What this task involves
In the listing below, print exactly the lines from the first through the one that contains "g.lineJoin = 'round';".

Top of Materials provided

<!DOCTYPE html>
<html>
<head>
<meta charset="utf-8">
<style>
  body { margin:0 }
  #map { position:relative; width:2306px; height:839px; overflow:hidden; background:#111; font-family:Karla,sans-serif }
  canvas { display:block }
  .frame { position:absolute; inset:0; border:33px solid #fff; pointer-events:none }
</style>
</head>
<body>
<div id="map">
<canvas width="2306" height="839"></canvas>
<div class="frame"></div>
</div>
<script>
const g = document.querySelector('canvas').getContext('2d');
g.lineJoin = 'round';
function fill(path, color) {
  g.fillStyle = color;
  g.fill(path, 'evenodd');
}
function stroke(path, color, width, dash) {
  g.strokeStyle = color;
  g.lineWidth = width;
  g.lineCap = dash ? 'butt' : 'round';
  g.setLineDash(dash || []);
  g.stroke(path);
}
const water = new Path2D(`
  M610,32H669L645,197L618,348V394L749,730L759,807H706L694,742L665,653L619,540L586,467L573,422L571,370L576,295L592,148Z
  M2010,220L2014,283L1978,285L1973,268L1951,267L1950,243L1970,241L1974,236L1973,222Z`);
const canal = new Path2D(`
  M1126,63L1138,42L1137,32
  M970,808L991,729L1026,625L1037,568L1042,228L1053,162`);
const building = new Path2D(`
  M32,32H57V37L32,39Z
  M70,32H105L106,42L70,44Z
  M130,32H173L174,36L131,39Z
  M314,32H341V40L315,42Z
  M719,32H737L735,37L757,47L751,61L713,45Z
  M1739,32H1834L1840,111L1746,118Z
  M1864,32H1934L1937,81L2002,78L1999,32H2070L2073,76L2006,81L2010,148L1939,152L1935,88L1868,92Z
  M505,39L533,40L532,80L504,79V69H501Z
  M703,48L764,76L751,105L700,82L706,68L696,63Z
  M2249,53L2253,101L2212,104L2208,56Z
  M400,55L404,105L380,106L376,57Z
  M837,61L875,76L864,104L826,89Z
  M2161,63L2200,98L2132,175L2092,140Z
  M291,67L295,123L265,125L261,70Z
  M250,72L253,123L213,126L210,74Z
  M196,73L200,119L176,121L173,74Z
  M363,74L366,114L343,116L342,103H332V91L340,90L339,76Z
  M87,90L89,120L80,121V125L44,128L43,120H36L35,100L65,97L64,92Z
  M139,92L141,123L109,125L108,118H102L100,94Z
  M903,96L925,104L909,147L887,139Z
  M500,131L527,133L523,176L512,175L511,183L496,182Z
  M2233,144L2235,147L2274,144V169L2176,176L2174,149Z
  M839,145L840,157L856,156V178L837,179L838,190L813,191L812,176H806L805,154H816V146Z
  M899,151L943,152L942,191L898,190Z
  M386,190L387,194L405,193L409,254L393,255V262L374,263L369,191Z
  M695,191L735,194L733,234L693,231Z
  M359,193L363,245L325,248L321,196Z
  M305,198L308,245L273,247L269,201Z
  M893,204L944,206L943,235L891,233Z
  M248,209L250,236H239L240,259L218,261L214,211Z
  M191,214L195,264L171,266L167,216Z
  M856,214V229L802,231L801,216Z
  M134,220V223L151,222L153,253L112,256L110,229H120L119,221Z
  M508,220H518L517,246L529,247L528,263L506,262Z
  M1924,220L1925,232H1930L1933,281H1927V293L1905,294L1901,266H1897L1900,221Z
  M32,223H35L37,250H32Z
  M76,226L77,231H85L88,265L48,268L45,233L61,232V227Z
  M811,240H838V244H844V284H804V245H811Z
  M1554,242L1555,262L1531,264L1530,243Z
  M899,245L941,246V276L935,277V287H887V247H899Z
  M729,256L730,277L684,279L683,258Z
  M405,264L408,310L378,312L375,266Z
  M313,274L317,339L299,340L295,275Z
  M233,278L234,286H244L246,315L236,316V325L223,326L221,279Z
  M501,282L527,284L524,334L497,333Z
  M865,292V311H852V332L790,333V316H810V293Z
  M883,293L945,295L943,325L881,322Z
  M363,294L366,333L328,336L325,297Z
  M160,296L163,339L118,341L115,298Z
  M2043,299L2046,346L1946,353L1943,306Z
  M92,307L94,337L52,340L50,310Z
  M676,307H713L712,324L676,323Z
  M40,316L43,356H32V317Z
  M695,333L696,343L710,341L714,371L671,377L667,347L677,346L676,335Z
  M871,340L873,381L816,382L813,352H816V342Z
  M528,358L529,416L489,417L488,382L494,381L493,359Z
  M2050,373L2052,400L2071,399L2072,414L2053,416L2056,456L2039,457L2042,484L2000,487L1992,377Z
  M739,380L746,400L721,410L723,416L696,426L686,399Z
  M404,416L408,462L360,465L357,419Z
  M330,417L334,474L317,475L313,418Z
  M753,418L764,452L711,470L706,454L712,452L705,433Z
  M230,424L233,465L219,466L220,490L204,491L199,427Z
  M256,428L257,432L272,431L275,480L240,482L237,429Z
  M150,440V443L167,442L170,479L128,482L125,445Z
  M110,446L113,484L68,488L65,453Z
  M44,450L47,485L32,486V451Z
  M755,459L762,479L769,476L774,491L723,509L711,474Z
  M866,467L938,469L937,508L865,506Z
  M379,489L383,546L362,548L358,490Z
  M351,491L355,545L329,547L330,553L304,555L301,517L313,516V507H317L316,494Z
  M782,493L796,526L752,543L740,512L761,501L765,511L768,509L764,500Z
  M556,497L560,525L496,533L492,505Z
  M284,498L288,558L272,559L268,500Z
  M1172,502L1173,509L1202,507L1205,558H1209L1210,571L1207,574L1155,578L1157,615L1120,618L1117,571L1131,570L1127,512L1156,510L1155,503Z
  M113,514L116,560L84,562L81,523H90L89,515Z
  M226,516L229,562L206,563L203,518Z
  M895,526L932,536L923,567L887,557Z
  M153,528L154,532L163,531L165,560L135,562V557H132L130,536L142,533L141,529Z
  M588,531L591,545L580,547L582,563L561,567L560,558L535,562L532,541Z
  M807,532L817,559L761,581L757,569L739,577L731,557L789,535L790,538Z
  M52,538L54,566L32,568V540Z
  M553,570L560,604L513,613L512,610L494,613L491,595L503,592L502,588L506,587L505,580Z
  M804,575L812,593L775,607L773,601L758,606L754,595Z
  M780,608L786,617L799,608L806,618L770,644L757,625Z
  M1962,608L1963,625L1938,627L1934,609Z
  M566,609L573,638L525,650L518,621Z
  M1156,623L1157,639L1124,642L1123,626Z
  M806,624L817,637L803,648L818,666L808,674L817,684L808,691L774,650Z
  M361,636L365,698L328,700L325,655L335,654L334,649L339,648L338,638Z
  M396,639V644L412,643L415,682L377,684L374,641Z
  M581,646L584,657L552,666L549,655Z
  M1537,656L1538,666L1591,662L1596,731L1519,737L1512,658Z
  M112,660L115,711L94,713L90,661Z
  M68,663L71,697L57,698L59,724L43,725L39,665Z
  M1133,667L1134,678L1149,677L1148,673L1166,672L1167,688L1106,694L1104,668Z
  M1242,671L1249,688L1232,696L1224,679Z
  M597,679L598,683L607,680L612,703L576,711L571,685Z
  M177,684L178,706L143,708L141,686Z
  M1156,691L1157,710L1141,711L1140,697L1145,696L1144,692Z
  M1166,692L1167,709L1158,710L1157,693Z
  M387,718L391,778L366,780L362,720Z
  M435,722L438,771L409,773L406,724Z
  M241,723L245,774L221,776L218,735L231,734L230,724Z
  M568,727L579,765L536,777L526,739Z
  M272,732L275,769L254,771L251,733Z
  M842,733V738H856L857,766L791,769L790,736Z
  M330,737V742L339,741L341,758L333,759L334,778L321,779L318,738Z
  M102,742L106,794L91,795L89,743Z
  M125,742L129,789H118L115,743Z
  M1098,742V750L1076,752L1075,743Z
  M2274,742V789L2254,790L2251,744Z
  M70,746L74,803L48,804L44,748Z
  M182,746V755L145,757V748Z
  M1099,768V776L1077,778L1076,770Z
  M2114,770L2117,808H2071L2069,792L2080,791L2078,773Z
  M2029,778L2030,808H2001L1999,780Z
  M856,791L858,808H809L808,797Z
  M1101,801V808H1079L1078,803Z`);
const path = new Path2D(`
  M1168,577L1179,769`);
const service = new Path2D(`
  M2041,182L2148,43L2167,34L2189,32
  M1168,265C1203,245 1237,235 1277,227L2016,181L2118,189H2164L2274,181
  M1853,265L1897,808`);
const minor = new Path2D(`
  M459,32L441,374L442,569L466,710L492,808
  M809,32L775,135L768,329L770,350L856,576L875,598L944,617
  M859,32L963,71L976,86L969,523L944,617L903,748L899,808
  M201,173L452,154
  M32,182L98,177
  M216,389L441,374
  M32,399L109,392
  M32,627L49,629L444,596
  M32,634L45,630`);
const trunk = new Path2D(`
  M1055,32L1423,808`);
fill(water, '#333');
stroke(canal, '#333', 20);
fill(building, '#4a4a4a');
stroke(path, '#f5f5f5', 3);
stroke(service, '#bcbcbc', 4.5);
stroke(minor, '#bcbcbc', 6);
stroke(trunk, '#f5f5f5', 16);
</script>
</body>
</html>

Bottom of Materials provided

Response area
<!DOCTYPE html>
<html>
<head>
<meta charset="utf-8">
<style>
  body { margin:0 }
  #map { position:relative; width:2306px; height:839px; overflow:hidden; background:#111; font-family:Karla,sans-serif }
  canvas { display:block }
  .frame { position:absolute; inset:0; border:33px solid #fff; pointer-events:none }
</style>
</head>
<body>
<div id="map">
<canvas width="2306" height="839"></canvas>
<div class="frame"></div>
</div>
<script>
const g = document.querySelector('canvas').getContext('2d');
g.lineJoin = 'round';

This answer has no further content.